Ainsi, pour beaucoup, oh, bien sûr, l’errance prend tous les jours des chemins de traverse et croise mille autres routes . Cependant, les étapes de ce si long voyage en viennent à se constituer comme une immense terre natale avec ses villes, ses campagnes, ses bourgs , ses ports , ses forêts , ses plages , ses monts , et ses sommets.

 Qu’est ce que l’errant , se demande Alexandre Laumonier :  Simplement , une personne qui ,à un moment donné , et sans attache particulière , solitaire ,   se déplaçant d’un lieu à un autre ,  «  étrangers en tous pays » , pourvu d’une drôle d’allure -l’allure , bien avant de désigner l’apparence désigne bien la manière de marcher -déambulant , en apparence sans véritable but ?Gérard de Nerval , Stevenson , Diderot , Rousseau , Chateaubriand , Walt Withman , Jacques Lacarrière ?Qui est l’errant ? Qui est l’écrivain voyageur ? N’a-t-on pas nommé Rimbaud ‘l’homme aux semelles de vent’ ?

Errer, est-il un acte de méditation ou de réflexion philosophique ? Bernard Delvaille dissipe le doute : « Flânerie, promenade, errance, même visage d’une quête , qu’il ne faut pas confondre » . Stevenson, nous renseigne : « je ne voyage pas pour aller quelque part , mais pour voyager , je voyage pour le plaisir du voyage . L’essentiel est de bouger, d’éprouver d’un peu plus prés les nécessités et les aléas de la vie. De quitter le lit douillet de la civilisation et de sentir sous ses pas le granit terrestre et, par endroits, le coupant du silex.

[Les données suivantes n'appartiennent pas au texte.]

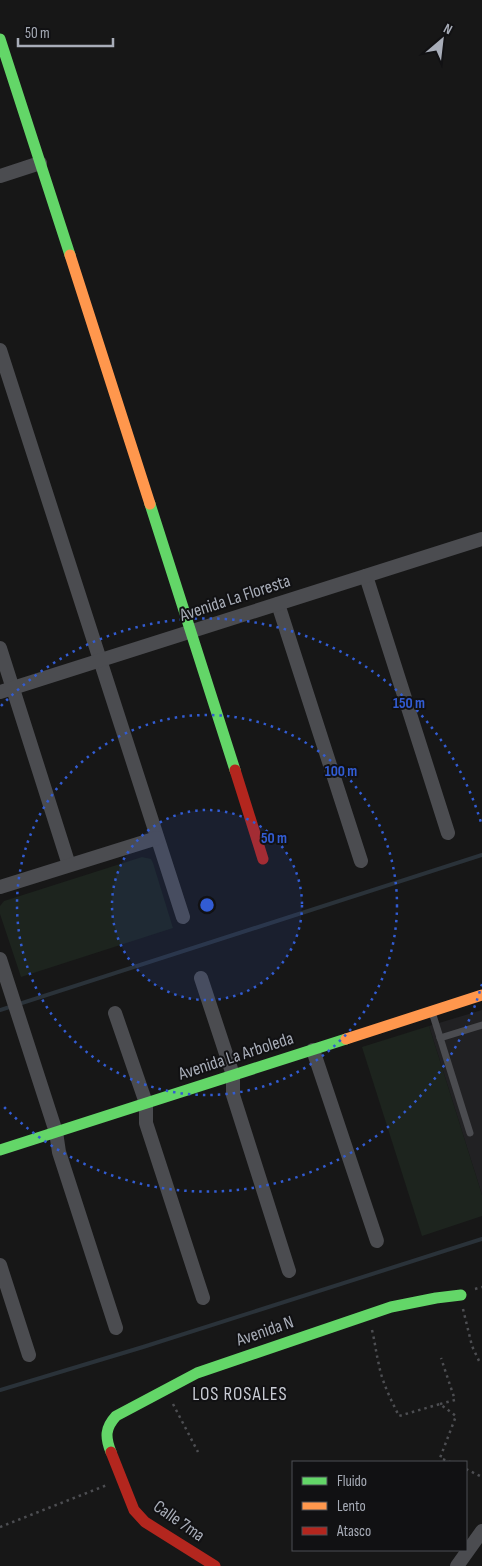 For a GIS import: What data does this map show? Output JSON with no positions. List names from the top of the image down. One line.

En tout état de cause, il est impossible pour les passagers du navire de l’errance d’ignorer plus longtemps ces capitaines de la littérature. Ils ont beau ne pas tracer sur la carte la même route, ils relâchent dans le même port : la grande fringale d’absolu.

S’il est vrai qu’Hérodote lisait ses voyages en public, à Athènes, il n’en demeurerait pas moins que l’errance nourrissait  l’imaginaire des écrivains, historiens, archéologues et voyageurs. L’errance, a été depuis la nuit des temps, un temps dont l’homme se constituait en tant que sujet face au lieu. « Se poser le problème de l’errance revient à esquisser une pensée du milieu pour fonder une poétique du lieu », écrivait Laumonier. Que l’on veuille ou non « l’homme est fondamentalement dans l’errance ; il n’y tombe pas par accident », relevait Heidegger. L’homme est fatalement engagé dans l’errance. Une condition humaine. Même amputé d’une jambe à Marseille, Rimbaud, l’homme aux semelles de vent, ne pense qu’à repartir. Voyages à l’intérieur du voyage. Parmi tant  d’invités à le pratiquer, devant tant de merveilles et d’étonnements, devant ces paysages déserts et ces civilisations magnifiques que l’écriture d’Hérodote seule sauvée des sables, les limites du monde antique à ce qu’il paraît  n’ont pas reculé avec ou sans guide : l’éblouissement reste total et l’errance entière.

Peu de régions au monde offrent au promeneur en quête de sublime les ravissements que la Méditerranée est susceptible de dispenser. Errer au hasard dans les cités ( Athènes, Carthage , Rome , Marseille…) des bords de la Méditerranée , c’est faire le pèlerinage dans une authentique cité de l’art . Que les stations du périple s’appellent Tunis , Barcelone , Marseille , Palerme , Athènes , le voyageur qui le voudrait ne parviendrait qu’au prix d’une rare mauvaise foi à  échapper aux formes et aux couleurs de ce berceau du beau , des civilisations millénaires : ce n’ est pas par-dessus cette mer que les échanges se sont faits , c’est à l’aide de cette mer . « Mettez à la place un continent, et rien de la Grèce  n’airait passé en Arabie, rien de l’Arabie n’airait passé en Europe , rien de l’Orient n’airait passé en Provence , rien de Rome à Tunis . Mais sur cette eau depuis des millénaires, les meurtres et l’amour s’échangent et un ordre spécifiquement méditerranéen s’établit » écrivait  Jean Giono.